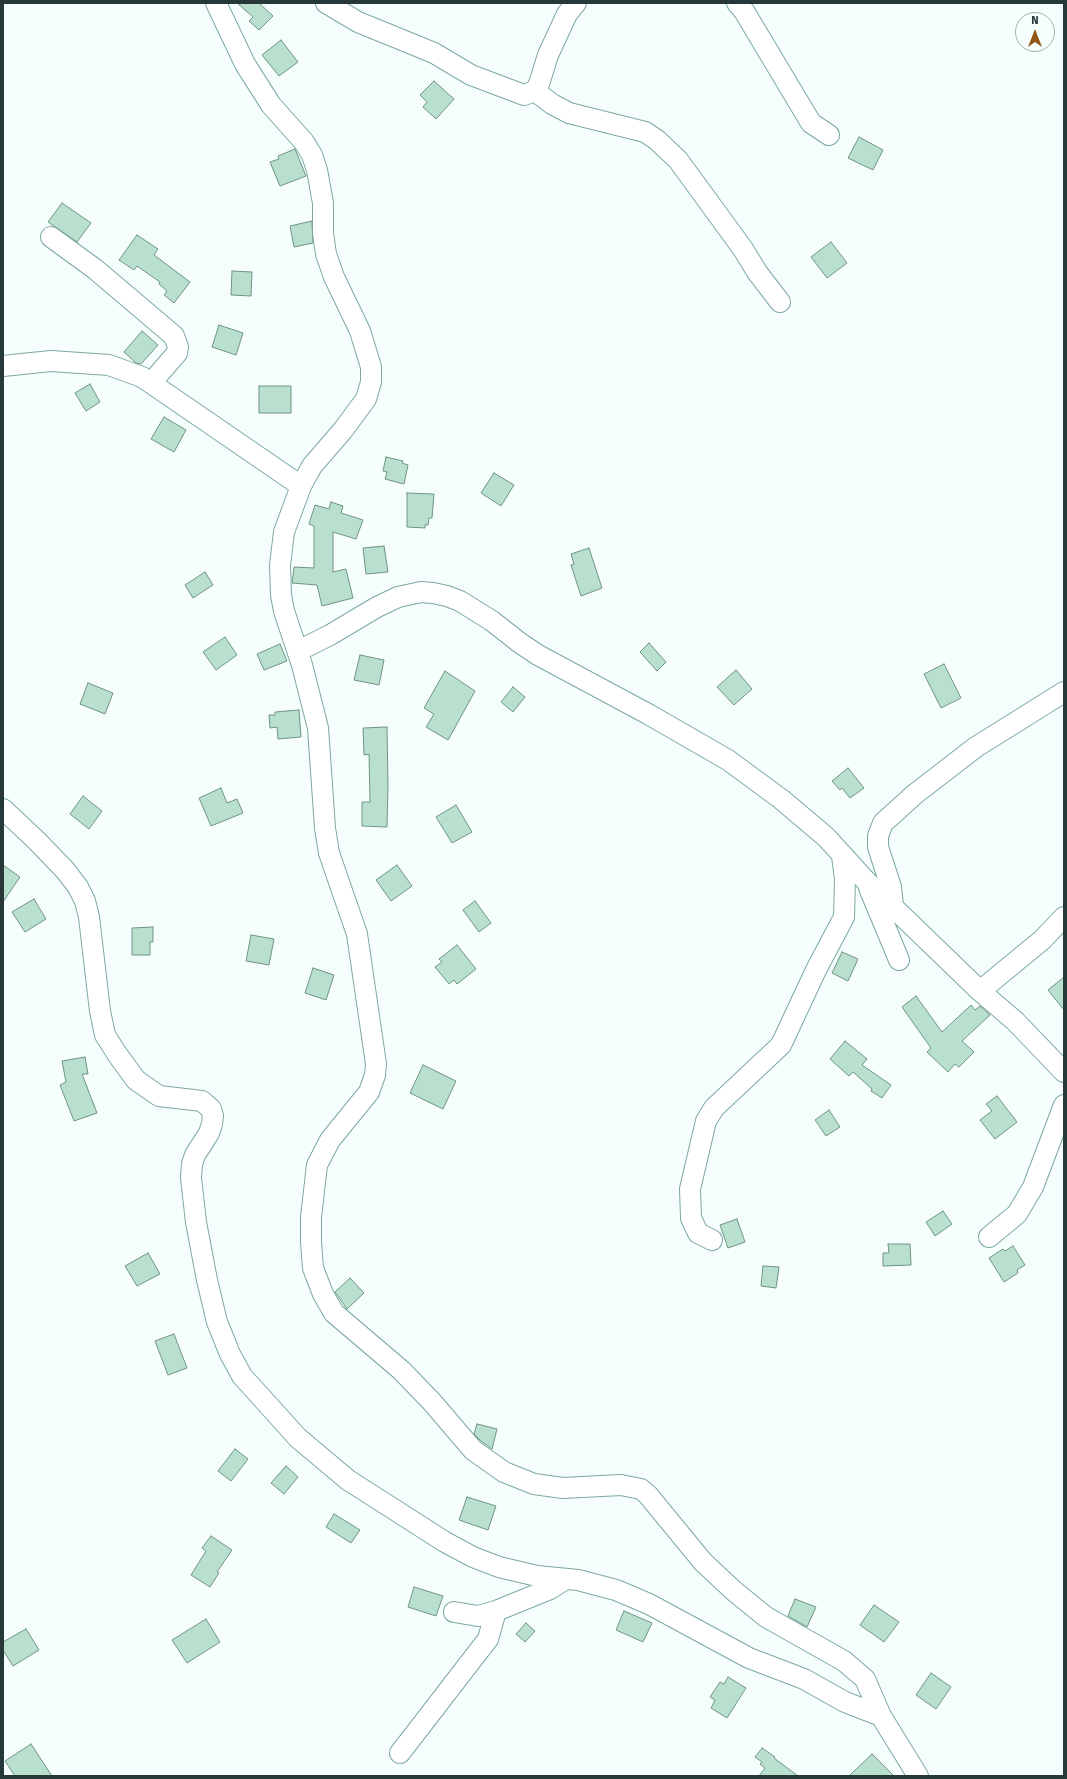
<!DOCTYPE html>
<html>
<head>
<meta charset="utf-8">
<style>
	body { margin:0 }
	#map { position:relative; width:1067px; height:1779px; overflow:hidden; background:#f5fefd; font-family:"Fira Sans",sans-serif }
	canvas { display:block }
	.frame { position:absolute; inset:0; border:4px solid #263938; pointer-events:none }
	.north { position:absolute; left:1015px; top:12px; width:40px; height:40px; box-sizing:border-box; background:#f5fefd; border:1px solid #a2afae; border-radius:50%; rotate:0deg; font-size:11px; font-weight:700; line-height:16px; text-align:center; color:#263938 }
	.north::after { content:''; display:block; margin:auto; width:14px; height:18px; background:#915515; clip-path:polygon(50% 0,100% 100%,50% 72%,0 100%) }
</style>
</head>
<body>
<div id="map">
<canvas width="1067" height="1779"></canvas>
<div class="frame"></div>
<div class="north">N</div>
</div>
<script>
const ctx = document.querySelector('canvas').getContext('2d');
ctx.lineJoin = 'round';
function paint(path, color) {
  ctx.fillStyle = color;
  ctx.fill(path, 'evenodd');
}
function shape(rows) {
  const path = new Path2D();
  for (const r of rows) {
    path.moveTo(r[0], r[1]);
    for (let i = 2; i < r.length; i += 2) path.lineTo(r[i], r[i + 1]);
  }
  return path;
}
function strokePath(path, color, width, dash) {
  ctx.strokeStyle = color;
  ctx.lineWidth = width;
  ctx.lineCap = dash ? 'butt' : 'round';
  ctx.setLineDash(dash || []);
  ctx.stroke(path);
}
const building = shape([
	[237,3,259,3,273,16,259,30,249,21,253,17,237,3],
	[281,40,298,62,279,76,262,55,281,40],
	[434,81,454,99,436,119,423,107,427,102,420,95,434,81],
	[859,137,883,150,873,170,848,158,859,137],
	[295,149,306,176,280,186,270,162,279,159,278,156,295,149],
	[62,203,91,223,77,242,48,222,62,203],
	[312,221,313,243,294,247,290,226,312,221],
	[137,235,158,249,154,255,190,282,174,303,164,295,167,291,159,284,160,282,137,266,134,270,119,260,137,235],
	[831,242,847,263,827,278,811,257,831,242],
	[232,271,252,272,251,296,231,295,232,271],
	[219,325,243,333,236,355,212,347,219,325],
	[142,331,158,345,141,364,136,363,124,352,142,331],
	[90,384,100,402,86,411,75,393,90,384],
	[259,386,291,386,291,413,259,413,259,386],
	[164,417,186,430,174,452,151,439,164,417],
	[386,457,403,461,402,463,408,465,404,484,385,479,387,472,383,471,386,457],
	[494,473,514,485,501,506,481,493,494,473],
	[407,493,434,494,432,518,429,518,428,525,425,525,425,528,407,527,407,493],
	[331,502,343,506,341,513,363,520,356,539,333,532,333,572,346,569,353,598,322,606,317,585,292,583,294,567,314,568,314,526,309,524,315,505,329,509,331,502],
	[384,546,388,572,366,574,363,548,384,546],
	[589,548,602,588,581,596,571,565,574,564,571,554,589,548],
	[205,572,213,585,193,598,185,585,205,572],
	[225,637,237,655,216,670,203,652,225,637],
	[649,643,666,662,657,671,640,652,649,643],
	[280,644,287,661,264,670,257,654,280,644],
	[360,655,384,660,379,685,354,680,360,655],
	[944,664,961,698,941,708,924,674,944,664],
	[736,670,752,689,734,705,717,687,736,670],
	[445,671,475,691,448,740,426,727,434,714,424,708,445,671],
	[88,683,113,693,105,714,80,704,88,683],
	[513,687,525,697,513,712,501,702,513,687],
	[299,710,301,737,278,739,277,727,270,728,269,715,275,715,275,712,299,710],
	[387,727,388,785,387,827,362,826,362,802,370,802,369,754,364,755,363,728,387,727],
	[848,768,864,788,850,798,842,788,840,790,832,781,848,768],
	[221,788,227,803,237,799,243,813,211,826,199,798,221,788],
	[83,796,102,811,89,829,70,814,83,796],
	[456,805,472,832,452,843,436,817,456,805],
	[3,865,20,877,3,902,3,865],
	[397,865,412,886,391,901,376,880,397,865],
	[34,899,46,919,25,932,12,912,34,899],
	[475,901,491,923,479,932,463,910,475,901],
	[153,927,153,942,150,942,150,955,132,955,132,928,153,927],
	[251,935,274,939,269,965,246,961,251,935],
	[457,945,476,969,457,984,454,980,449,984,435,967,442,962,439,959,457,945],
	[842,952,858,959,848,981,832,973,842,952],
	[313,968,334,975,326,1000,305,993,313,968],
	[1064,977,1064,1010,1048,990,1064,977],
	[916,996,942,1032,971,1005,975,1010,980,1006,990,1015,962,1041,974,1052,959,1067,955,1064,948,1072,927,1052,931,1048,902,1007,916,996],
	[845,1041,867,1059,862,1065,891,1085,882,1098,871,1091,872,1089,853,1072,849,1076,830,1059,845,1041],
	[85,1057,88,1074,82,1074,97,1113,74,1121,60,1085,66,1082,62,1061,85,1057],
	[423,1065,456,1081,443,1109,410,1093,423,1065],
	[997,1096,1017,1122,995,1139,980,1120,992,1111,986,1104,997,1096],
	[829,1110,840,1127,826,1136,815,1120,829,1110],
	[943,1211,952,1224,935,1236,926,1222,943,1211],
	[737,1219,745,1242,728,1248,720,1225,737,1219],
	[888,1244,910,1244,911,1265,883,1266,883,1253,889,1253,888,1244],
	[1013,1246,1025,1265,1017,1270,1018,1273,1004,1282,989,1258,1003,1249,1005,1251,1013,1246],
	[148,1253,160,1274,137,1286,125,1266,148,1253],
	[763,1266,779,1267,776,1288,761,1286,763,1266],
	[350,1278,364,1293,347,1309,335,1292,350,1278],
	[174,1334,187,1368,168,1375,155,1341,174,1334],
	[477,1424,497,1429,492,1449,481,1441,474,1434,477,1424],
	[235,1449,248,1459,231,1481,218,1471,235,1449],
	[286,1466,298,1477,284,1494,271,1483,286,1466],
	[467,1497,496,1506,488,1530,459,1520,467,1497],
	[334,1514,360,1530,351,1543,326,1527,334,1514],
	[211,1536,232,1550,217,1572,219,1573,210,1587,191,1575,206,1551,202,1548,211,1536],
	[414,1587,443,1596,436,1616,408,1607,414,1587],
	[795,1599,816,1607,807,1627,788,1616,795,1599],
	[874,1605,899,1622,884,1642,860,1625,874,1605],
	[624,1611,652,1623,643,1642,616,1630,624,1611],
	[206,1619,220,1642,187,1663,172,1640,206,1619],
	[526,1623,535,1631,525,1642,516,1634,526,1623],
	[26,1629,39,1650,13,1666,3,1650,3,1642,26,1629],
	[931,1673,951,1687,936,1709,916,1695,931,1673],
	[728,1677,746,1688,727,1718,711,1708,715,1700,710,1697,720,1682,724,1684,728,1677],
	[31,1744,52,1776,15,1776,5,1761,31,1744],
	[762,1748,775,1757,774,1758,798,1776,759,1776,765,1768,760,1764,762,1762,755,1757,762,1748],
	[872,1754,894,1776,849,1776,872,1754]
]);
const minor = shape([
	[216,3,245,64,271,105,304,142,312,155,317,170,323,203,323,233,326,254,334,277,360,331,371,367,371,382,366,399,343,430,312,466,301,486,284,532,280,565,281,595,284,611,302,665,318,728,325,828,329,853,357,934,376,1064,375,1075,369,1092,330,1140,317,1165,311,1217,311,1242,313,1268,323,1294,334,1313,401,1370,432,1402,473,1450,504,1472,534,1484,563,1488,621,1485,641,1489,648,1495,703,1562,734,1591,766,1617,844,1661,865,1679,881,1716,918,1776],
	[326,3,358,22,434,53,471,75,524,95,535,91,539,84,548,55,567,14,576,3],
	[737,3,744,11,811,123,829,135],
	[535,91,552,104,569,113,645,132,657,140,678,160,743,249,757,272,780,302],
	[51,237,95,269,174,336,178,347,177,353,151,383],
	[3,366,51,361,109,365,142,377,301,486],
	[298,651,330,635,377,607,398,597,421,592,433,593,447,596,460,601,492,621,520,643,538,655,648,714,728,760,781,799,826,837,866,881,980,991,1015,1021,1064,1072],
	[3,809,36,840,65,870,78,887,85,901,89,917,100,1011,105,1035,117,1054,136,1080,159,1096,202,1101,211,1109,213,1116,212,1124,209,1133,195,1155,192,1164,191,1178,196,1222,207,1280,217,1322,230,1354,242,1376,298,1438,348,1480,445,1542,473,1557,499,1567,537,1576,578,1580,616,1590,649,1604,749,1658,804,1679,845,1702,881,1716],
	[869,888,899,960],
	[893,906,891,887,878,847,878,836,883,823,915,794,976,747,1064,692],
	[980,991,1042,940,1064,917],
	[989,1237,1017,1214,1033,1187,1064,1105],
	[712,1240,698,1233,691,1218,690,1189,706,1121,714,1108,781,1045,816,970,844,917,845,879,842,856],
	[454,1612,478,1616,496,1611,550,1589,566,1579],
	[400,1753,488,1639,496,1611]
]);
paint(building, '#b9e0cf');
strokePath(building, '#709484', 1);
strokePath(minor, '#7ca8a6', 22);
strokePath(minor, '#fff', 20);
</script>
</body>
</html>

════════

ABOUT THIS EXERCISE: What lines in the material mention "absolute"? Copy every one of them.

RESPONSE AREA:
	.frame { position:absolute; inset:0; border:4px solid #263938; pointer-events:none }
	.north { position:absolute; left:1015px; top:12px; width:40px; height:40px; box-sizing:border-box; background:#f5fefd; border:1px solid #a2afae; border-radius:50%; rotate:0deg; font-size:11px; font-weight:700; line-height:16px; text-align:center; color:#263938 }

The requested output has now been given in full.